Israel to Seek Revision of Armistice Pact at United Nations Council

April 8, 1954
See Original Daily Bulletin From This Date
Advertisement

Ambassador Abba Eban, head of the Israel delegation to the United Nations, today told a press conference here that, when the UN Security Council starts its considerations tomorrow on the Arab-Israel crisis, Israel will emphasize the fact that a total and complete breakdown of the armistice agreement with Jordan is now evident, and will suggest that the Council review the agreement.

Mr. Eban emphasized that, if the Security Council would bring Israel and Jordan together under the provision of Article XII of the armistice agreement, it could “mark a turning point in this unhappy story.”

Article XII, the clause which makes a meeting between Israel and Jordan compulsory, was the most important part of the whole armistice agreement, Mr. Eban said. No precedent existed, he went on, for one party to refuse to meet with another as Jordan has refused to attend the conference convoked by the UN Secretary General.

The Israeli representative said that Israel wanted a peace settlement. But short of that, its minimal requirement was a restoration of the Israel-Jordan armistice agreement in its full integrity. Parts of an agreement, he continued, could not be operative while other parts were in force. He added that Jordan could not have just the articles of the armistice agreement which it wanted.

JORDAN FAILURE TO RESPECT THE PACT CITED BY EBAN

Mr. Eban said that not a single one of the 13 articles in the Jordan agreement was being respected by the Jordanians.

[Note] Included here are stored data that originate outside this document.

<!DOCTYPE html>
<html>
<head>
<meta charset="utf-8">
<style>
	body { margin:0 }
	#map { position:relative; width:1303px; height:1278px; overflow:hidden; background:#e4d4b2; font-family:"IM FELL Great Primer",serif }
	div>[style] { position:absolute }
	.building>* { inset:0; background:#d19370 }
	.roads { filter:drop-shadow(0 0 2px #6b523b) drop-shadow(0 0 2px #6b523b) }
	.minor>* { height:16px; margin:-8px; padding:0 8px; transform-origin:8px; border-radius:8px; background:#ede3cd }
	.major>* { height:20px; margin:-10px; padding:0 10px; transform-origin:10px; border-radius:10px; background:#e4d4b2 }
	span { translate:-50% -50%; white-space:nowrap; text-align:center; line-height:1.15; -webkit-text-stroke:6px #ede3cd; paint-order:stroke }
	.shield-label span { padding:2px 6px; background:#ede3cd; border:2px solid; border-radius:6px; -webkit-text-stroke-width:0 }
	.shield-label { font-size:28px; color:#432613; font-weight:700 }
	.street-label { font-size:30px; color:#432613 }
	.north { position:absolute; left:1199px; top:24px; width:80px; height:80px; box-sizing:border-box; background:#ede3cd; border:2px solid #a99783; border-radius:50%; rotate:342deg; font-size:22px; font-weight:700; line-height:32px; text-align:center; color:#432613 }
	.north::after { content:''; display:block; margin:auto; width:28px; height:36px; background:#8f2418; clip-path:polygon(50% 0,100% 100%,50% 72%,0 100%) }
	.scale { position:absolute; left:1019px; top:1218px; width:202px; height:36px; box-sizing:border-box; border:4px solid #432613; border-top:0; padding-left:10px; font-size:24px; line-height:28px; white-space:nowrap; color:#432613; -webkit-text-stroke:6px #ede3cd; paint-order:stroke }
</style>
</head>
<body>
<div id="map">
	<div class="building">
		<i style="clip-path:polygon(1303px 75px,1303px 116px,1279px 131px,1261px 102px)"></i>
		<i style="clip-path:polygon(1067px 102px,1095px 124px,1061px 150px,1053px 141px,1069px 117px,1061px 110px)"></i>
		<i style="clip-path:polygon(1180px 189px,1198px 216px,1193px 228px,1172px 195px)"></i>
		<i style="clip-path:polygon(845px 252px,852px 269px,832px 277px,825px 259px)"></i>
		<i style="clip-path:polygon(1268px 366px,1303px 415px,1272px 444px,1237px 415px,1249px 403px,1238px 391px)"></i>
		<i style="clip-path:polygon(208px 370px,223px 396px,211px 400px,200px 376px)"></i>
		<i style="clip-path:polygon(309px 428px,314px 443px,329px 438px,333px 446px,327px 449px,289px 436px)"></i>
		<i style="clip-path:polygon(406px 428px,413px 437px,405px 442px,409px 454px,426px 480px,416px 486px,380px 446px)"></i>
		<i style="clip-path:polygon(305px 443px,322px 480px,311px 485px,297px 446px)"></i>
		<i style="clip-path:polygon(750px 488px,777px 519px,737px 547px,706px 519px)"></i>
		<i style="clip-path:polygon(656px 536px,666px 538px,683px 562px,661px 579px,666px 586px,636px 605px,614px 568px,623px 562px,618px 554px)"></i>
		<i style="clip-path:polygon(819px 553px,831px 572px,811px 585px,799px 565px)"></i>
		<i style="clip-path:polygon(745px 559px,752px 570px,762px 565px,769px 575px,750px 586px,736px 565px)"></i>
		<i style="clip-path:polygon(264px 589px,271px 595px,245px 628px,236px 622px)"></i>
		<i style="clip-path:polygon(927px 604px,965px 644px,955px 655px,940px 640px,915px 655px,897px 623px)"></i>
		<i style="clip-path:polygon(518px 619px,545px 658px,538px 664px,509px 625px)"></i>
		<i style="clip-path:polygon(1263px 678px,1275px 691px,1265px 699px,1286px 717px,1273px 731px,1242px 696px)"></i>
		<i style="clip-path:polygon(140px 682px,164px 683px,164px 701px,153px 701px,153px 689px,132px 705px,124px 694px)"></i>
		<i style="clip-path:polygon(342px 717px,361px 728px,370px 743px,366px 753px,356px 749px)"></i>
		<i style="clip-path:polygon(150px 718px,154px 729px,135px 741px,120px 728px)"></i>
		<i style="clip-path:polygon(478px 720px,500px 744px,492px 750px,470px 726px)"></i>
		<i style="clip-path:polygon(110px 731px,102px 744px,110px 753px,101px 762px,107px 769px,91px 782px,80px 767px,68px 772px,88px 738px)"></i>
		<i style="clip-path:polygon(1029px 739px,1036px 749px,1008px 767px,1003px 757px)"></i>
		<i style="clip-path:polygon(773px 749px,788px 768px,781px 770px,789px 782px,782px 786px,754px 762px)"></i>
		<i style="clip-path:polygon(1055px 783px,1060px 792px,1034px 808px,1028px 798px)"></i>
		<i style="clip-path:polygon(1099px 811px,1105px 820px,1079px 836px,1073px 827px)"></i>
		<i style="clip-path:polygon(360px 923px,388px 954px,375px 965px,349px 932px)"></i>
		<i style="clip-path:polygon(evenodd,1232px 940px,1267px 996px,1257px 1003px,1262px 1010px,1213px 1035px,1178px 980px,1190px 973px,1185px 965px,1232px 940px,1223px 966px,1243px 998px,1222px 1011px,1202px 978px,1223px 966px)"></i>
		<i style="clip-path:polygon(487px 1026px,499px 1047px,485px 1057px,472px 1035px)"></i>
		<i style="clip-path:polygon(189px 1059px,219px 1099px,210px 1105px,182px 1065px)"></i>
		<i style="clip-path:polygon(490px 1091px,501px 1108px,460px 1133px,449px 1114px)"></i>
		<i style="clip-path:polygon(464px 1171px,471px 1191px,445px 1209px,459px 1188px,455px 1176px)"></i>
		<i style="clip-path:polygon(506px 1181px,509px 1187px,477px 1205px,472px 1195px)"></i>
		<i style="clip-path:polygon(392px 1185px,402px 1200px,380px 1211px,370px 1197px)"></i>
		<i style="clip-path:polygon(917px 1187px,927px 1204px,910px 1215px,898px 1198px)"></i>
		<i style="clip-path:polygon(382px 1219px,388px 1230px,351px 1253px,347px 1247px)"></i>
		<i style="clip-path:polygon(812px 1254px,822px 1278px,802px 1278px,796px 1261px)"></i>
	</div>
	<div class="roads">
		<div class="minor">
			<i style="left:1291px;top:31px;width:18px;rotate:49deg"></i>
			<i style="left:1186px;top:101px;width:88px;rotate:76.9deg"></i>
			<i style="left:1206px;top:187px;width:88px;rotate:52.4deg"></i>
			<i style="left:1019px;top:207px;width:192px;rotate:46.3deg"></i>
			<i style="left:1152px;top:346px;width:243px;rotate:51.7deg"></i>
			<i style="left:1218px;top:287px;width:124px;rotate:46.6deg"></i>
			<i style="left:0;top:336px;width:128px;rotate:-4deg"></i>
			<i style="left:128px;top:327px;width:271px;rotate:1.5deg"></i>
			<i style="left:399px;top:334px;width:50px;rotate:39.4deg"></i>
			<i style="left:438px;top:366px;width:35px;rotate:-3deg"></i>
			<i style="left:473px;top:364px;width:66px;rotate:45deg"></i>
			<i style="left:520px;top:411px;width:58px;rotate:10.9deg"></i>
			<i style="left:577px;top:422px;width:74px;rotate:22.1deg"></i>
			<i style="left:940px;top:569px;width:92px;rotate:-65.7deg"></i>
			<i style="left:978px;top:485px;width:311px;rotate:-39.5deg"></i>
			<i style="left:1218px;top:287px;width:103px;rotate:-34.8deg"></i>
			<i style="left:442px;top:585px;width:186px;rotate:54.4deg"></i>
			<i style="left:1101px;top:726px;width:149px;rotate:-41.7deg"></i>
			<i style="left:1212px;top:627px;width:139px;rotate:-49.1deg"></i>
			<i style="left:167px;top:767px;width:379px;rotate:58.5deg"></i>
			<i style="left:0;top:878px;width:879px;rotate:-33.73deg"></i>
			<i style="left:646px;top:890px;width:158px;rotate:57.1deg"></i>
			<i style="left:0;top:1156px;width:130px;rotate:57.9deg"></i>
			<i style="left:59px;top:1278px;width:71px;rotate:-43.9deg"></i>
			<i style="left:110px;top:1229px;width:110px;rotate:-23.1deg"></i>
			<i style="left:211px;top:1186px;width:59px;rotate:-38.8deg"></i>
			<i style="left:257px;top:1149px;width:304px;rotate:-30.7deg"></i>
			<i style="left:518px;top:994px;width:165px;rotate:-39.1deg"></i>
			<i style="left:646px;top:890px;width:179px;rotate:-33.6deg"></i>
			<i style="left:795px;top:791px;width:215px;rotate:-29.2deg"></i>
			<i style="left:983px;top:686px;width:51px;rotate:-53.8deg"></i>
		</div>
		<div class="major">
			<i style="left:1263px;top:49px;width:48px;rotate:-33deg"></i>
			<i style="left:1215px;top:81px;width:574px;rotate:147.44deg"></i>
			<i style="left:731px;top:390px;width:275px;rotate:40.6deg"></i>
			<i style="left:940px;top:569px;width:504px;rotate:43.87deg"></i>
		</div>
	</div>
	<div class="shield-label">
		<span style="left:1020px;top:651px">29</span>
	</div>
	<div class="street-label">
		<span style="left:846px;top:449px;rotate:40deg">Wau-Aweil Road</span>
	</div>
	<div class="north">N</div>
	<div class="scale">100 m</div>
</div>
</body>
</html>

He announced that he would ask the Council not only to review the whole agreement but to condemn Jordan for tearing it up.

The Israel Ambassador spoke of “three factors” which resulted in the “total and complete breakdown of the armistice agreement. ” These factors, he said, were: 1. The maintenance and intensification of the guerilla warfare by Jordan against Israel; 2. The decrease in the willingness of the Israeli people to suffer atrocities without response; 3. The sense that the United Nations flag was being hauled down.

As far as the latter was concerned, Mr. Eban said that there was a feeling in Israel that the United Nations was inactive. This was due to the fact that the Armistice Commission could reach no decision on the Scorpion Pass episode; the way in which any resolution in favor of Israel in the Security Council was vetoed by the Soviet; the Secretary General’s inability to pursue efforts to bring about a conference with Jordan under Article XII “to stop the killing. “

The Israeli representative said that, since the Security Council had last discussed the Israeli-Jordan armistice agreement, 38 Israelis had been killed and wounded, and 28 had been abducted. He declared that everyone in Israel lived under constant fear of attack.

(Five members of the Arab League–Egypt, Iraq, Saudi-Arabia, Syria and Yemen–put themselves on record at the UN yesterday as backing the complaint filed against Israel by the two remaining League members, Lebanon and Jordan. Lebanon, a member of the Security Council, had laid the grievance against Israel on behalf of Jordan, and this complaint is coming up for Security Council discussion tomorrow.)